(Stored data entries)

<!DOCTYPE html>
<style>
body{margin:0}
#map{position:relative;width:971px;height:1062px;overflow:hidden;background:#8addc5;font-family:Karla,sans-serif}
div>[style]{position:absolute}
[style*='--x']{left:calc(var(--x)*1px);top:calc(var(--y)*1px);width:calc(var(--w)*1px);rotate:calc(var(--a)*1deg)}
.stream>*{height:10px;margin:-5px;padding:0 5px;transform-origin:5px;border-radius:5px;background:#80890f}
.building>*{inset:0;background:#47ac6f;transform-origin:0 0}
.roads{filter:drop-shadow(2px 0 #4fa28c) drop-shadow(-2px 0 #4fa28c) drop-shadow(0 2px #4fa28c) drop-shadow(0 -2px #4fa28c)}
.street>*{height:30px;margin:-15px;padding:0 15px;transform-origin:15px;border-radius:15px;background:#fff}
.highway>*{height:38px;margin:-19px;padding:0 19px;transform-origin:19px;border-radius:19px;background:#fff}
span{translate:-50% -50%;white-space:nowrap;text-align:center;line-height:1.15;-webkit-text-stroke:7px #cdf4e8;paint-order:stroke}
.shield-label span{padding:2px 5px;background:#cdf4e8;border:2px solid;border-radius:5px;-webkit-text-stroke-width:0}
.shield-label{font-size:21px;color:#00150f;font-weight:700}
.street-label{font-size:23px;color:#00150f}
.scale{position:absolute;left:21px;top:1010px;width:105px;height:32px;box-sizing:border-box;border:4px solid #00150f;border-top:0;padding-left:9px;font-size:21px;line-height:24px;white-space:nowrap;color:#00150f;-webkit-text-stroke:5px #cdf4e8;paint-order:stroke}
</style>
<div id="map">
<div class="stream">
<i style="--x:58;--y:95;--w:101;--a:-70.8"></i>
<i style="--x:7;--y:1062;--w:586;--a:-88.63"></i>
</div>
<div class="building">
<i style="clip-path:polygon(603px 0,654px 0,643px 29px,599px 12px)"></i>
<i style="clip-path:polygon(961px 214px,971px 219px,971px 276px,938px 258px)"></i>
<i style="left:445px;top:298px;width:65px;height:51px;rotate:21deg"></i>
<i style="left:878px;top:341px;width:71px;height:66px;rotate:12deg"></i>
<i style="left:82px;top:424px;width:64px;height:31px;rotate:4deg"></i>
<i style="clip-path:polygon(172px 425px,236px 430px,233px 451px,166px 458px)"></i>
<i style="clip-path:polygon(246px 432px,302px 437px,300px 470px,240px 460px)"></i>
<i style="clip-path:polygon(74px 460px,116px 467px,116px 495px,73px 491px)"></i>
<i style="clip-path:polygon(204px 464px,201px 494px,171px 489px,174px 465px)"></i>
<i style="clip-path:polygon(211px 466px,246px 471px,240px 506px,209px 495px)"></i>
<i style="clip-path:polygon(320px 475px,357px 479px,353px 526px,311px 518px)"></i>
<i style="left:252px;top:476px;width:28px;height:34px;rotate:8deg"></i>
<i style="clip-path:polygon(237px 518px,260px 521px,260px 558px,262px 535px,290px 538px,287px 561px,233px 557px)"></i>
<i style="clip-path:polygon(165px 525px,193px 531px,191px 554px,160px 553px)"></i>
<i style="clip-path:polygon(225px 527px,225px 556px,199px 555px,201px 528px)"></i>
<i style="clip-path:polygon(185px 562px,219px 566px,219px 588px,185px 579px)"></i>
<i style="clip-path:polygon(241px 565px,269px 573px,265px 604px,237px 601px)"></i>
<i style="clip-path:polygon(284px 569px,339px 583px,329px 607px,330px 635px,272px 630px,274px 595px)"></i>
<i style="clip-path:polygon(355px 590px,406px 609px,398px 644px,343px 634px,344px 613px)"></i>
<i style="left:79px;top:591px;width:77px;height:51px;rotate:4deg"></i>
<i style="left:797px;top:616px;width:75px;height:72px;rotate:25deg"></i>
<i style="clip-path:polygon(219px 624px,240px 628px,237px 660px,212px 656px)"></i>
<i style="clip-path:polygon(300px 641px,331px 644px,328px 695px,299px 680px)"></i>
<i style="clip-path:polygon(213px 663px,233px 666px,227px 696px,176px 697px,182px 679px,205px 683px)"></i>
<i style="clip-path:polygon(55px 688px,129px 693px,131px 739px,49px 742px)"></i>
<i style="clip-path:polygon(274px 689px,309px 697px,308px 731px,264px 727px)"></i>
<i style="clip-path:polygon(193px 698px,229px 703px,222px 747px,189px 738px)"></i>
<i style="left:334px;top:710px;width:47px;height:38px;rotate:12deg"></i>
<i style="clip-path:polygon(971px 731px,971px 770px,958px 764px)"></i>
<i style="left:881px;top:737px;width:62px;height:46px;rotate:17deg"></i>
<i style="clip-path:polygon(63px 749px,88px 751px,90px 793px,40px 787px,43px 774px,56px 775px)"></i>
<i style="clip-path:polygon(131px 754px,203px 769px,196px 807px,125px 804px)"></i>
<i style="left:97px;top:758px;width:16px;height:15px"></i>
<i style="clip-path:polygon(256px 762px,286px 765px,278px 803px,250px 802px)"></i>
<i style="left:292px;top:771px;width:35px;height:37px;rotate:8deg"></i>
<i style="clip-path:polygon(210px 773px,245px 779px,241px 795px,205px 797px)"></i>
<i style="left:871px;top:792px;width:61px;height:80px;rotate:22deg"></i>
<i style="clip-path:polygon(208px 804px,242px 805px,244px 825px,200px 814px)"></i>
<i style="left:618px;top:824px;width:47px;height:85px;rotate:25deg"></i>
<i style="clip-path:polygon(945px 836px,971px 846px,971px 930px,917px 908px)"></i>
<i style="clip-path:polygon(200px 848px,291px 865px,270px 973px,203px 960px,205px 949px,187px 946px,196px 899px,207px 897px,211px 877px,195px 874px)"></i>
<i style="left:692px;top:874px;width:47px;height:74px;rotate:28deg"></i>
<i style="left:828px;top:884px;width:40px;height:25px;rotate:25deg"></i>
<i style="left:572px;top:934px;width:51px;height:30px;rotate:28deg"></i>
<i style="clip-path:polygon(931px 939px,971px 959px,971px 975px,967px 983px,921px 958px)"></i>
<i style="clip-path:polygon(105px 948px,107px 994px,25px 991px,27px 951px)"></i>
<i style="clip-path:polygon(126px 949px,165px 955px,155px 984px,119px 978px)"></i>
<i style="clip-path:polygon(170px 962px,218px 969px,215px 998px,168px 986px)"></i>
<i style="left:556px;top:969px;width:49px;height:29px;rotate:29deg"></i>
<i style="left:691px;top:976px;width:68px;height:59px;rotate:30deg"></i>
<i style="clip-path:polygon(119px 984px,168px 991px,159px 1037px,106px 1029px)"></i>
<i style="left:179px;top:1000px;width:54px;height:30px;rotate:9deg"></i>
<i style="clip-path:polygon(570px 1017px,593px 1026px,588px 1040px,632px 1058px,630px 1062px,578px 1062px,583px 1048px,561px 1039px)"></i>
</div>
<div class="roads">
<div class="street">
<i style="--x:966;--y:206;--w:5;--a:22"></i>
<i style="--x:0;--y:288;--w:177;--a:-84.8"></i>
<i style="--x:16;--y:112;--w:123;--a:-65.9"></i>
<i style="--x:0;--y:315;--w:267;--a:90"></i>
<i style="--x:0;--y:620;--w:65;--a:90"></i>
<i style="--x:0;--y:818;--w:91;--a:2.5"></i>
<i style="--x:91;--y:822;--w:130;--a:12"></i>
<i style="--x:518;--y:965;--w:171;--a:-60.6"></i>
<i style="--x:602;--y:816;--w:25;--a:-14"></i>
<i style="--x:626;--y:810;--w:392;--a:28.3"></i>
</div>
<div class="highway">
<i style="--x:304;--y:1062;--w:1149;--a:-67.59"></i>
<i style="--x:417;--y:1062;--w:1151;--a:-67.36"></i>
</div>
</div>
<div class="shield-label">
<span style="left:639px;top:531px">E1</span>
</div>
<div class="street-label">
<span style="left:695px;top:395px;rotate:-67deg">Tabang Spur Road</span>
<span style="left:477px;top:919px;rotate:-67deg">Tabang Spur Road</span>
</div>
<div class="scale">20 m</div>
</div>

§ YOUR GOAL: Copy each line above that has the word "stream".

§ SOLUTION TO THIS TASK:
.stream>*{height:10px;margin:-5px;padding:0 5px;transform-origin:5px;border-radius:5px;background:#80890f}
<div class="stream">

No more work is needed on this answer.